People have a certain complex of feelings when they relate to the money symbol. This complex of feelings could theoretically take all sorts of shapes, but the specific and particular shape that has been hammered into them, when they all carry it out together, results in very particular shared experiences and social outcomes. And when that shape is interrogated the mind naturally surveys everything connected to it, which can lead to profound visions and experiences of their own. Many shrink away from the consequences of this, preferring to leave the convention in place and left alone. Sometimes this attitude is warranted; sometimes not. 

Indeed, for the most part these daily practices and conventions can be traced back to those grander, more dramatic visions and experiences that influenced them in the first place, giving rise to their cyclical and regular expression, like echoes, which at the same time reproduce the body that gave rise to them. 

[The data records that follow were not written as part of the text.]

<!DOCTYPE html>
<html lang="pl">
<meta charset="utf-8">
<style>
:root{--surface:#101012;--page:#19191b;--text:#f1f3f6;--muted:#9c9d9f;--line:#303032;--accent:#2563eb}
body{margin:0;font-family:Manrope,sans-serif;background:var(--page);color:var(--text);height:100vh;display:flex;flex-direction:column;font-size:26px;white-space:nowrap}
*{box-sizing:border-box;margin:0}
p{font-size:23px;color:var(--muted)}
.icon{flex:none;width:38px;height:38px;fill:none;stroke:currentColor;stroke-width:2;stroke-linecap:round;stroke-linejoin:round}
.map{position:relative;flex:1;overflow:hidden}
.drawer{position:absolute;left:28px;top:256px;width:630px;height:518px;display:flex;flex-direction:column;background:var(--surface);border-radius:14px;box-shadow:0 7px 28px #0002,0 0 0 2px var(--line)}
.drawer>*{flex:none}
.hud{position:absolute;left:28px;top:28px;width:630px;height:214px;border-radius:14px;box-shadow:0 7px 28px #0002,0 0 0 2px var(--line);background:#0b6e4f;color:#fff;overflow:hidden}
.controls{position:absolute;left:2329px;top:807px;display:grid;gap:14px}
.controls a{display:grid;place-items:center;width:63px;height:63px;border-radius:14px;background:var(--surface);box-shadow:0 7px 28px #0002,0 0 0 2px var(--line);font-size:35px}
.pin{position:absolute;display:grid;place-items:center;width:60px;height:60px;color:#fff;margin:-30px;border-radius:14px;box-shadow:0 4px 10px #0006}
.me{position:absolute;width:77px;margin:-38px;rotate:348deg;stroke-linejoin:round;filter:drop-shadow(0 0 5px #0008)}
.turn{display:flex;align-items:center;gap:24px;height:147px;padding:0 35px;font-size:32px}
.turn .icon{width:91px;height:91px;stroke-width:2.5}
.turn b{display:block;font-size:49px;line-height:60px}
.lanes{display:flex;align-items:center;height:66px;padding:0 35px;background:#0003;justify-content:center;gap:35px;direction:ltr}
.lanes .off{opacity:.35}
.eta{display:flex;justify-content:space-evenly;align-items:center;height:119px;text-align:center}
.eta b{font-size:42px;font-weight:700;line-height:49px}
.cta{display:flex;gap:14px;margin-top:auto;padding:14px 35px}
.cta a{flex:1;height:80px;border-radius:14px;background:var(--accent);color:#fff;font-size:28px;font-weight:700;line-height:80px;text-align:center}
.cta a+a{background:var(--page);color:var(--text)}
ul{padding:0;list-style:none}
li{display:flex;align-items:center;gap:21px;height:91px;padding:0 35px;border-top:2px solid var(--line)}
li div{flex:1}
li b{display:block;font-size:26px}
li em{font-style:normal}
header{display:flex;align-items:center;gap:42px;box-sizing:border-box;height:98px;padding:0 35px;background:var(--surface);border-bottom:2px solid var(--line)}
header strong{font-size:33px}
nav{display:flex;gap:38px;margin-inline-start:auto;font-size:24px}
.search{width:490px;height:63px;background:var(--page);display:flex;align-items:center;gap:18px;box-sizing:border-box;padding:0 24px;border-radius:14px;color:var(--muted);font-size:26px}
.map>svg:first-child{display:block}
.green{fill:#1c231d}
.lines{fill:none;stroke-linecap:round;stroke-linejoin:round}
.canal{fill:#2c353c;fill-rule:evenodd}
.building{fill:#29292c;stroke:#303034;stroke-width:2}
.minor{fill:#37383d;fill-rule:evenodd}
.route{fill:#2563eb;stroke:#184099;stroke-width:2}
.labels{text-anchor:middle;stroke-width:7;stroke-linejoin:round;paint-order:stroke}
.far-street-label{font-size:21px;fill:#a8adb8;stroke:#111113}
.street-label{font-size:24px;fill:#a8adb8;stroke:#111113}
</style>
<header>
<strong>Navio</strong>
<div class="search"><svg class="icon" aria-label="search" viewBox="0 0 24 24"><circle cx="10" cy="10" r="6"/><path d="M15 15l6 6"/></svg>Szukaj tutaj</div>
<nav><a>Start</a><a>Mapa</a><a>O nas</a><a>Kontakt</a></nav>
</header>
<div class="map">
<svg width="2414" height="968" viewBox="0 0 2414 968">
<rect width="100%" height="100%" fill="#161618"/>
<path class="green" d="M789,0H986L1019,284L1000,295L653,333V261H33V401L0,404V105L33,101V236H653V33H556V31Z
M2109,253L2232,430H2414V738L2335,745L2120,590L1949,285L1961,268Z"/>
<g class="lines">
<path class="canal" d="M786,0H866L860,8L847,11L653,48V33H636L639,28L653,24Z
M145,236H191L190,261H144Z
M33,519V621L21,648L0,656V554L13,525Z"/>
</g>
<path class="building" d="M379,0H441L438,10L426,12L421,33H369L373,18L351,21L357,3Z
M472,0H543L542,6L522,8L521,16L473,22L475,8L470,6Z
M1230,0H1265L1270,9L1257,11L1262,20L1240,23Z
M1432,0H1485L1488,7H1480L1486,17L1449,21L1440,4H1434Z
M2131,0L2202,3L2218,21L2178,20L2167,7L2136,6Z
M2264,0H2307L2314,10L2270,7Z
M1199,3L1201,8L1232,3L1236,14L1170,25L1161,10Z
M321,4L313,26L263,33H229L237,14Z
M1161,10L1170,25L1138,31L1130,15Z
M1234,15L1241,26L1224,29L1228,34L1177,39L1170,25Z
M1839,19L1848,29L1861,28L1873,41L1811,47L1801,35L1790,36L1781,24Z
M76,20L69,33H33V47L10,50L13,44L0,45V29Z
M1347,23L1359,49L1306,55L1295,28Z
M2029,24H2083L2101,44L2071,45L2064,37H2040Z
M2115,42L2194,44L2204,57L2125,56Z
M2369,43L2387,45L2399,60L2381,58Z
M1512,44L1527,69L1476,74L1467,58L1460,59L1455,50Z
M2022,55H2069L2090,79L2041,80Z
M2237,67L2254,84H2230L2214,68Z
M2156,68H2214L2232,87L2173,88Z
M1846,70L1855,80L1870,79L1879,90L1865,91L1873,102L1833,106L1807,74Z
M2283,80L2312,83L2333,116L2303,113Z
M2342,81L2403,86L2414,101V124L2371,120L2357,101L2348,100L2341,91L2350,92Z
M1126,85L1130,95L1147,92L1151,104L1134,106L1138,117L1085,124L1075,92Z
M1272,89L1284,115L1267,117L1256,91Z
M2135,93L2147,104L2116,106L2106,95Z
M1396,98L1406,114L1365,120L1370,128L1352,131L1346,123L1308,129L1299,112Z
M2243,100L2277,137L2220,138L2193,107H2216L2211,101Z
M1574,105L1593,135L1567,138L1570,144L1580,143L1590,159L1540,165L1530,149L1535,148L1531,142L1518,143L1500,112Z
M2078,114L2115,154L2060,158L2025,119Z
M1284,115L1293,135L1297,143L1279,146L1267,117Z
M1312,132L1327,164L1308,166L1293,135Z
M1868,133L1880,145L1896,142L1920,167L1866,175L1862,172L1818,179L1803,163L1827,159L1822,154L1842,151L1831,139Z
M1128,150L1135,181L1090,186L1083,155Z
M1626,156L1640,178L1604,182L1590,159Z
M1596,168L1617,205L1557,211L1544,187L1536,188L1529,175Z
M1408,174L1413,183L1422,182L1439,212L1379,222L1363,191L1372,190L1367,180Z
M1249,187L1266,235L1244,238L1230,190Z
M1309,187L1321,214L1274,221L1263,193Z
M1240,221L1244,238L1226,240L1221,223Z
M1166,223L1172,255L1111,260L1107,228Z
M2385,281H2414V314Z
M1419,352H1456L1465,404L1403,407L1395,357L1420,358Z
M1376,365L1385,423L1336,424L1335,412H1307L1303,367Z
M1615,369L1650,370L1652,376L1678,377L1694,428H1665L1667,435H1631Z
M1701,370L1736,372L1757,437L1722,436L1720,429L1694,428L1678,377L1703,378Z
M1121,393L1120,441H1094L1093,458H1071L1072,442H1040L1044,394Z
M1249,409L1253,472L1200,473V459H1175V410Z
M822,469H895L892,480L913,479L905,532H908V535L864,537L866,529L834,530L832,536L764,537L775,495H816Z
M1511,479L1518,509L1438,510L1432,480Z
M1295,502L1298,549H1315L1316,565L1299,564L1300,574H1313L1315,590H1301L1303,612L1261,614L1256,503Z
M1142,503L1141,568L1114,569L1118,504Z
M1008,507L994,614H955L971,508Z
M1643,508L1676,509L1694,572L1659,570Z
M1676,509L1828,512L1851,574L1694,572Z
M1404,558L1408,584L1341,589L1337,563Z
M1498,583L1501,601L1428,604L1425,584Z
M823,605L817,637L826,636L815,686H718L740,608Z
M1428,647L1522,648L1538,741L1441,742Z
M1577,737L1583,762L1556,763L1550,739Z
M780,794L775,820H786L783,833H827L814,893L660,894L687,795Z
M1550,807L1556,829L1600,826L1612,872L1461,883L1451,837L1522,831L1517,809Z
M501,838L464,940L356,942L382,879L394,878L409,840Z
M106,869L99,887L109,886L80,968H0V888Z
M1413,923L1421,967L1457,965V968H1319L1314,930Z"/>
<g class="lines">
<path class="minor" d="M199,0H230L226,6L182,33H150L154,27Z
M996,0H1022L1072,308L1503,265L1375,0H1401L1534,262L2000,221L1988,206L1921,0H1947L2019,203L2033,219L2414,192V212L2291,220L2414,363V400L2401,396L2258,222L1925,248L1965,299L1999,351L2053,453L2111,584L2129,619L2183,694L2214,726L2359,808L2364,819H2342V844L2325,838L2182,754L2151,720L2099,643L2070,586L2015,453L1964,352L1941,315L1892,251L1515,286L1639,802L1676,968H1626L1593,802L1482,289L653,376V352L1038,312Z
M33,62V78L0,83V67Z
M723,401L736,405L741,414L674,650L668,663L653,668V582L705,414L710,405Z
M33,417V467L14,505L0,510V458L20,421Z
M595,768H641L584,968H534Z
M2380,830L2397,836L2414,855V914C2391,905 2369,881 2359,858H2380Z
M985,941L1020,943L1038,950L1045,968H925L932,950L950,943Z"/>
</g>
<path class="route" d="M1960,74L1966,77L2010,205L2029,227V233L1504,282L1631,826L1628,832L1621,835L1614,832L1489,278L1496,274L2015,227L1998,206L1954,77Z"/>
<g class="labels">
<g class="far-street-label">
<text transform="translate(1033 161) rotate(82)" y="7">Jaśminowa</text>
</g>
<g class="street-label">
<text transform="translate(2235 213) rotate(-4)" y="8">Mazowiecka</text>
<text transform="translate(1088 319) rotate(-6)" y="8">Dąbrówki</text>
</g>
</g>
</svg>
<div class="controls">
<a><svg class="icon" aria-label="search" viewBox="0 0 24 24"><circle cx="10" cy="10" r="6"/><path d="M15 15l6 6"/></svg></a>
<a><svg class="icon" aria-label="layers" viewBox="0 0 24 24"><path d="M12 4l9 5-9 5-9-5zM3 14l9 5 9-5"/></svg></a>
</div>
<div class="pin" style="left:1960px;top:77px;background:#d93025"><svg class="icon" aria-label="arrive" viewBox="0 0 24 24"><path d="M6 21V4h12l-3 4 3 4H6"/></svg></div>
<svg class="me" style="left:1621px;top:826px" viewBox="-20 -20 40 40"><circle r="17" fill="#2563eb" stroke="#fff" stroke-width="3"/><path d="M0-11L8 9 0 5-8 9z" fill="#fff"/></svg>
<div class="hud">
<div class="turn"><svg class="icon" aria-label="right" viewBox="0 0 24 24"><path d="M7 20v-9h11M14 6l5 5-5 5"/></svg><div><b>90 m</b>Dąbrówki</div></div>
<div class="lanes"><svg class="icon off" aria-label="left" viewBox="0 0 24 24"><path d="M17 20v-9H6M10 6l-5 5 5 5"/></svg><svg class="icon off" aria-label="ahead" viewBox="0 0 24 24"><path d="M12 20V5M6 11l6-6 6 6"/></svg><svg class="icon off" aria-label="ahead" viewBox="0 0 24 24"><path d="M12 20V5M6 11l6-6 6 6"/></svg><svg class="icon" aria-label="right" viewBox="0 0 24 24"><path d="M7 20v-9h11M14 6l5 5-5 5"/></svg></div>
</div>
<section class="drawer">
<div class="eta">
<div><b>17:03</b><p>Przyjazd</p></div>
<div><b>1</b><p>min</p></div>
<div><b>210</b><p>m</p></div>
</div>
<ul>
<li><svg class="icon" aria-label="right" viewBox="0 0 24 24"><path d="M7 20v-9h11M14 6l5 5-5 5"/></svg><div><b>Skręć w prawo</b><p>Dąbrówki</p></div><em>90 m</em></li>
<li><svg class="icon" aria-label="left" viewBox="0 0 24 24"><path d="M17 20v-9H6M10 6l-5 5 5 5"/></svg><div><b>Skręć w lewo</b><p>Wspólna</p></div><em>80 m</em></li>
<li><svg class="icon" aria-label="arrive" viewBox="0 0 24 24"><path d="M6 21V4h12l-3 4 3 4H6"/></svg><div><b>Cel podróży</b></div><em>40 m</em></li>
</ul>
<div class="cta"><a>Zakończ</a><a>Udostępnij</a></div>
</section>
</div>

So, money is hard and non-negotiable. That dollar is a dollar. A debt is a debt, and needs to be repaid. A household needs to carefully manage its stocks and flows, and the government is the same way. And you don't typically get your money from the government, but from the bank and your job. And when you tinker with any of these links, it can disrupt the whole system, in that it threatens to divert the many flows to all of the different interests and productive systems, effects which can cascade. 

All of these relations, and the considerations of these relations, can transport the mind and the sensibility far away from the daily and mundane concerns that they arise from, and outward to a far-reaching survey of total social and cultural life, and possibly everything that exists, which is a quality common to various religious experiences. 

Which is what you see in what people are actually calling organized religion, with its collective prescriptions for family structure, family relations, family life, daily and weekly individual and collective rituals, collective morals and systems of ethics, and so on. 

Even what we call superstitions can often have a specific social function. We can be quite superstitious about superstition, believing that it just arises from backwards people or some such, seemingly ex nihilo, when it very often arises connected to specific phenomena specific to a social body, which through its very falseness and unreasonableness maintains a specific shape as it is continuously reproduced. 

Let's take monetary superstition for example, or the fundamentalist insistence on free markets and economic liberalism, which accompanies government privatization and austerity. To survey the effects of these systems, they appear glaringly self-destructive, and they are. And this in direct and readily-apparent contradiction to the luminary rationalizations of economic prosperity that seek to justify them. But they are emerging from a distinct set of interests and they benefit that set of interests greatly, by virtue of the distortions and asymmetries created by that contradiction, and they are existing in a historical moment that allowed them to take root and live. 

And to threaten with transformation any of the many premises and conventions that undergirds such a system, is to threaten the system itself, as kicking any number of small transformations in motion can require the entire systems they are connected to to change, toppling the minority of interest groups poised at the top and benefitting the most. 

And while many individuals are quite comfortable with the transformations and changes and remain quite flexible, others would not be and would fight the changes, especially the most powerful who stand to lose the most, eventually bringing about cascading transformations that change the nature of the problem and the solutions that accompany it.

The mundane at first glance appears rather boring and unremarkable, but being what it is, it is everywhere and touches everything, and when you start to group it together at greater and greater scales and move it in certain directions and it picks up energy and speed, well it becomes a lot less boring.